We Added a Cache; Three Days Later It Took the Database Down at Peak

#rails #performance #caching #redis

Rails Performance: Lessons from Production — #5 · Caching, part 2

The previous post covered how caching works (the four layers). This one is about how it bites — the failure modes you only meet after it ships. Adding a cache is one line of fetch, but what it buys you is a whole new class of problems: hammering the DB the instant a key expires, logic breaking when the cache vanishes, memory blowing up. Same example throughout (a shipments table).

🐎 Trap 1: the instant it expires, everyone hammers the DB at once (stampede)

We cached the homepage's 800ms ranking stat with expires_in: 5.minutes. The homepage flew. Felt great.

Three days later, at peak hour, DB CPU suddenly pegged at 100% and the whole site slowed down. The APM showed a spike every 5 minutes — like clockwork.

The cause was a cache stampede: the instant that key expired, all the requests arriving at that moment missed simultaneously and all ran that same 800ms query at once. The cache was supposed to protect the DB; instead, "everyone expiring at the same instant" made the DB take a huge spike in that one second.

How big a spike? It's not about raw RPS — it's RPS × recompute time. The query takes 800ms; during that 0.8s "miss window," every arriving request finds nothing and recomputes. Even a modest 50 RPS means ~40 requests running the same 800ms query in parallel — the DB starts gasping.

How to fix:

Don't give a pile of keys the same hard expiry. Switch to key-based (tied to the data version) and there's no "everyone expires at the same instant" time bomb.
If you genuinely need time-based expiry, use Rails' race_condition_ttl:

Rails.cache.fetch("courier_ranking", expires_in: 5.minutes, race_condition_ttl: 10.seconds) do
  Shipment.group(:courier_id).count
end

After expiry, only the first request that misses recomputes; the others get the just-expired old value immediately and return — they don't wait. Once the first finishes (~0.8s), the new value lands. race_condition_ttl: 10.seconds isn't "everyone waits 10s" — it's the maximum grace period the old value is kept alive in case the recompute drags.

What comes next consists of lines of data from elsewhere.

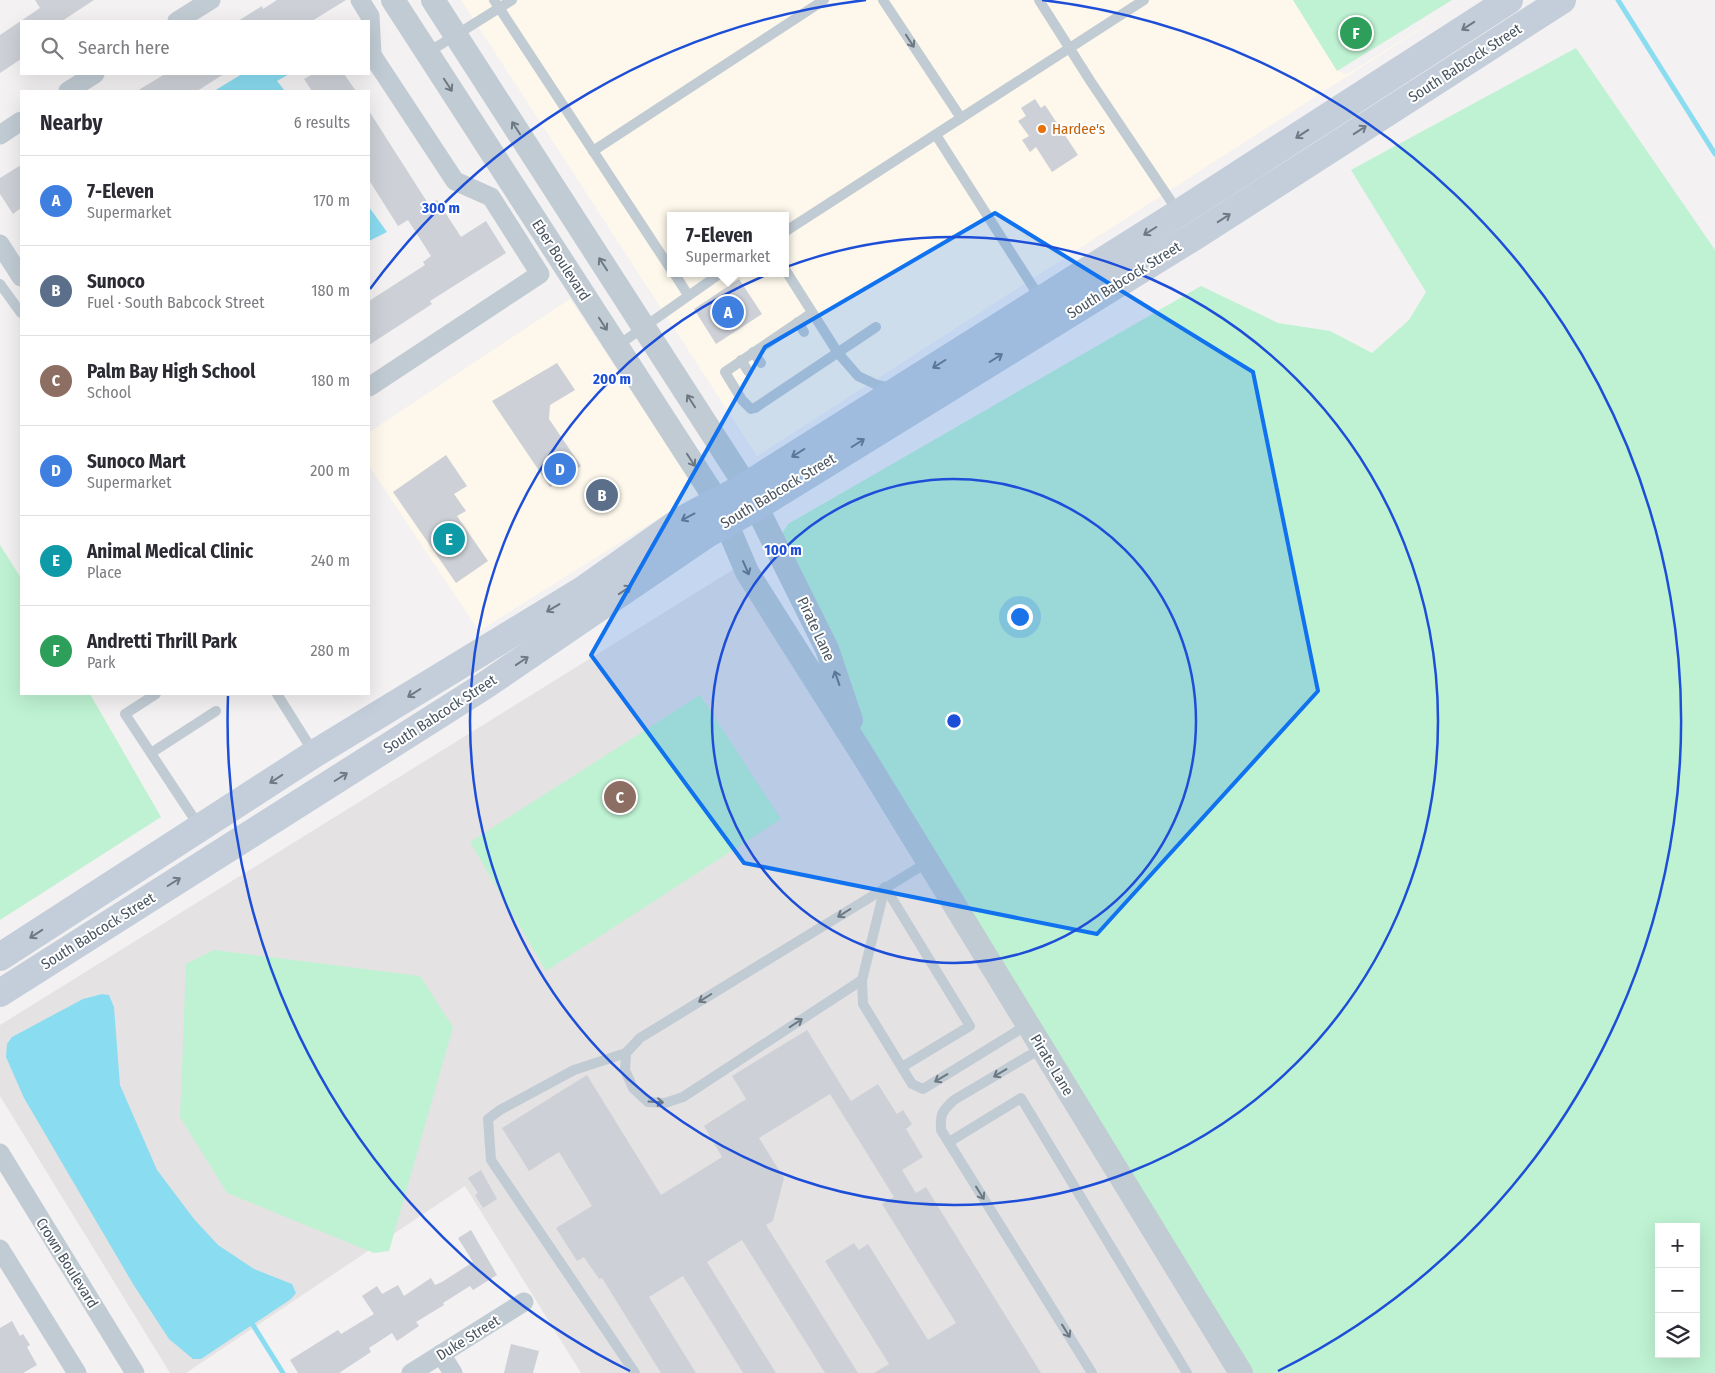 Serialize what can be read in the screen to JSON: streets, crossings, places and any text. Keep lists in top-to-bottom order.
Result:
{
  "streets": {
    "main road": ["South Babcock Street"],
    "street": [
      "Eber Boulevard",
      "Pirate Lane",
      "Crown Boulevard",
      "Duke Street"
    ]
  },
  "crossings": [
    ["South Babcock Street", "Eber Boulevard"],
    ["South Babcock Street", "Pirate Lane"],
    ["Eber Boulevard", "Pirate Lane"]
  ],
  "places": ["Hardee's"],
  "page": {
    "pins": [
      "F",
      "A",
      "D",
      "B",
      "E",
      "C"
    ],
    "search": "Search here",
    "heading": ["Nearby", "6 results"],
    "list": [
      {
        "mark": "A",
        "name": "7-Eleven",
        "note": "Supermarket",
        "value": "170 m"
      },
      {
        "mark": "B",
        "name": "Sunoco",
        "note": "Fuel · South Babcock Street",
        "value": "180 m"
      },
      {
        "mark": "C",
        "name": "Palm Bay High School",
        "note": "School",
        "value": "180 m"
      },
      {
        "mark": "D",
        "name": "Sunoco Mart",
        "note": "Supermarket",
        "value": "200 m"
      },
      {
        "mark": "E",
        "name": "Animal Medical Clinic",
        "note": "Place",
        "value": "240 m"
      },
      {
        "mark": "F",
        "name": "Andretti Thrill Park",
        "note": "Park",
        "value": "280 m"
      }
    ],
    "popup": ["7-Eleven", "Supermarket"],
    "map_buttons": ["+", "−"]
  },
  "rings": ["300 m", "200 m", "100 m"]
}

Lesson: a cache protects the DB, but "caches expiring together" concentrates traffic onto the DB. When you add a cache, plan for the instant it expires.

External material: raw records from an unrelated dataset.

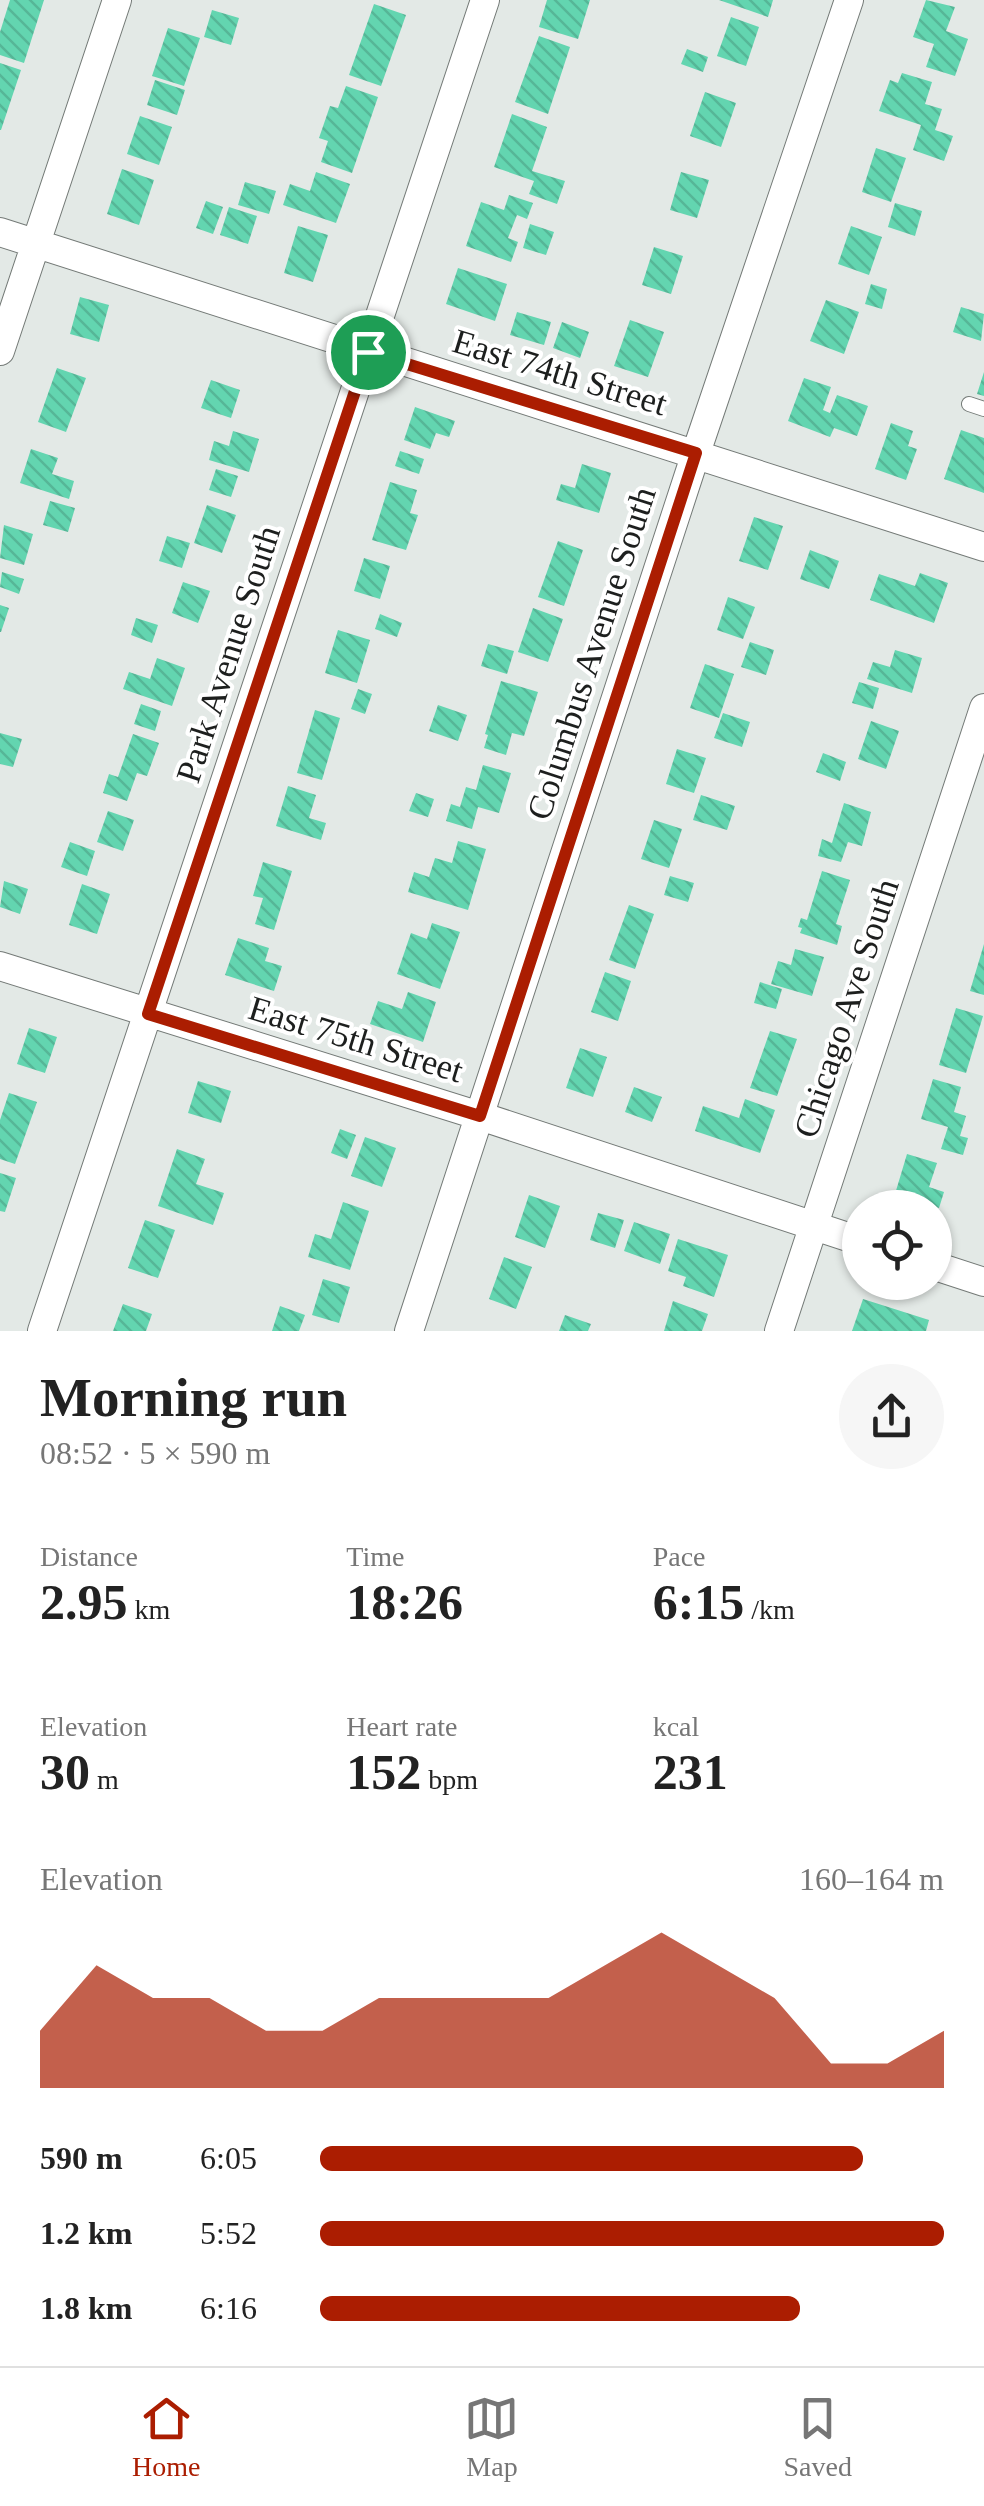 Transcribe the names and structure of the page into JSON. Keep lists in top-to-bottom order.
{
  "streets": {
    "street": [
      "East 74th Street",
      "Columbus Avenue South",
      "Park Avenue South",
      "Chicago Ave South",
      "East 75th Street"
    ]
  },
  "crossings": [
    ["East 74th Street", "Columbus Avenue South"],
    ["East 74th Street", "Park Avenue South"],
    ["Columbus Avenue South", "East 75th Street"],
    ["Park Avenue South", "East 75th Street"],
    ["Chicago Ave South", "East 75th Street"]
  ],
  "page": {
    "heading": ["Morning run", "08:52 · 5 × 590 m"],
    "stats": [
      ["Distance", "2.95 km"],
      ["Time", "18:26"],
      ["Pace", "6:15 /km"],
      ["Elevation", "30 m"],
      ["Heart rate", "152 bpm"],
      ["kcal", "231"]
    ],
    "chart": ["Elevation", "160–164 m"],
    "list": [
      {
        "name": "590 m",
        "note": "6:05"
      },
      {
        "name": "1.2 km",
        "note": "5:52"
      },
      {
        "name": "1.8 km",
        "note": "6:16"
      }
    ],
    "tabs": ["Home", "Map", "Saved"]
  }
}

🧱 Trap 2: treating the cache as the source of truth — Redis restarts and it crashes

Some logic was written like this — write a setting into the cache, then read straight back from the cache later:

Rails.cache.write("active_courier_ids", Courier.active.pluck(:id))
# ... elsewhere ...
ids = Rails.cache.read("active_courier_ids")
ids.each { |id| ... }   # one day this blew up: ids was nil

A Redis maintenance restart wiped the cache. That read returned nil, nil.each raised NoMethodError, and the feature died.

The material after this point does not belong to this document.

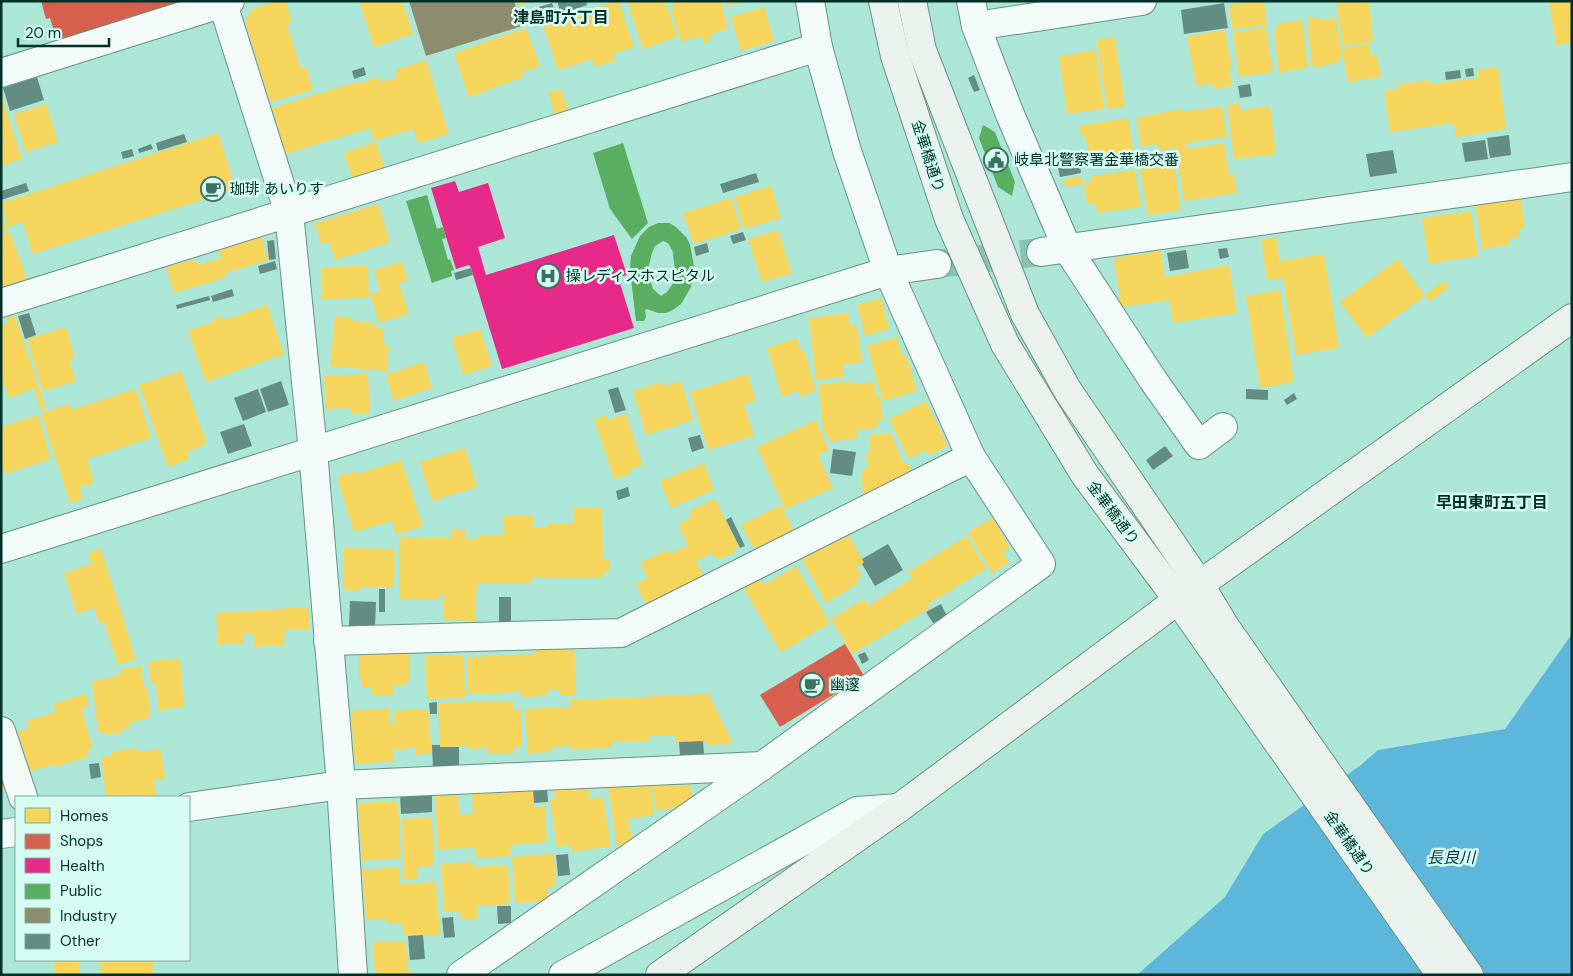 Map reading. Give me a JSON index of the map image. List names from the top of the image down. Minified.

The root issue: we treated the cache as the "home" of the data. But a cache can disappear at any moment — Redis restarts, memory fills and entries get evicted, keys expire. It's not a database.

How to fix: a cache can only ever be a "recomputable copy," never the source of truth. If it's missing, you must be able to recompute it — use fetch (recomputes on a miss) instead of a bare read:

ids = Rails.cache.fetch("active_courier_ids") { Courier.active.pluck(:id) }

Lesson: always assume the cache will be gone the next second. Any code that "breaks if the cache is missing" is a landmine.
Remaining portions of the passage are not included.